Liverpool's season is suddenly under a strange sort of scrutiny after they were bundled out of the Champions League by Diego Simeone and his Atletico Madrid streetfighters' smash-and-grab raid.
In the space of a week, the Reds have gone out of the FA Cup at Chelsea and now their European crown has been knocked off their heads in the Anfield arena that has been a fortress under manager Jurgen Klopp.
This was a chastening, painful night. Liverpool laid siege to Atletico's goal but failed to land the knockout blow - and they then paid the price as deputy goalkeeper Adrian's error put the skids under them after they finally held the lead in a tie that lived on a knife edge.
Give Atletico an inch and a mile is the least they take. Simeone's men were ruthless once they had a sniff of victory, leaving Liverpool to swallow their second big disappointment in just a few days.
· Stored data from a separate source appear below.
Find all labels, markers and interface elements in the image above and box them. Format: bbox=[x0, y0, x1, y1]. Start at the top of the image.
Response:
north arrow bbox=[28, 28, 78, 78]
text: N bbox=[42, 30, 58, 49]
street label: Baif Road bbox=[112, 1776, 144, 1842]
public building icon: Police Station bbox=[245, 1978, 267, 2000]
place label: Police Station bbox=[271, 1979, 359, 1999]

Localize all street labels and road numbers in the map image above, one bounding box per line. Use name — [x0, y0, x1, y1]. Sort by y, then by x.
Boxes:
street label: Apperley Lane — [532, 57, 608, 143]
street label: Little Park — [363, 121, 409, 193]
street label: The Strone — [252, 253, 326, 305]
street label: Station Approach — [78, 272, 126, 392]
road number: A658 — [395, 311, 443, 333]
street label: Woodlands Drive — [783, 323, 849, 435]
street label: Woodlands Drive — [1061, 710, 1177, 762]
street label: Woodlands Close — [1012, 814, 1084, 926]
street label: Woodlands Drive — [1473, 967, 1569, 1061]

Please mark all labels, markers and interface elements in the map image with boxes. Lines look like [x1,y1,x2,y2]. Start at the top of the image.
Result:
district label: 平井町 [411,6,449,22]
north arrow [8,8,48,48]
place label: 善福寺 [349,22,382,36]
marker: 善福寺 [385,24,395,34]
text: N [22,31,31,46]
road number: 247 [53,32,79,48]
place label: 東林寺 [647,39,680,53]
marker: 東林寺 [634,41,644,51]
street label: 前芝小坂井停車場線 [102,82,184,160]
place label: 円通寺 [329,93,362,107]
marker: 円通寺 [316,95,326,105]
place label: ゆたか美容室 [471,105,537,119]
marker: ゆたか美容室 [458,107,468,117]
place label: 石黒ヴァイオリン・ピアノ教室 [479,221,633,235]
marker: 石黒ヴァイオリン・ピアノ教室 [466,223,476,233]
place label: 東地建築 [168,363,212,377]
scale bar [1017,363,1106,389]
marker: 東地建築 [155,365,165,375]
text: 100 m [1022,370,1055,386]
It revived a few whispers that their season may end as something of an anti-climax as what looked like an assault on several fronts is now down to completing the formalities of their first league title in 30 years.
In reality, Liverpool were outstanding until Adrian, deputising for the injured Alisson, opened the door for Atletico when his error led to substitute Marcos Llorente's vital away goal.
They had 71% possession and 34 shots - and yet Simeone's side ran out 3-2 winners.
Many, including Klopp, were sniffy about Atletico's approach, suggesting a side of such talents can be more progressive.
But Atletico's players, fans and their talismanic coach seemed happy enough with their gameplan as they celebrated wildly at the Anfield Road end at the conclusion of extra time.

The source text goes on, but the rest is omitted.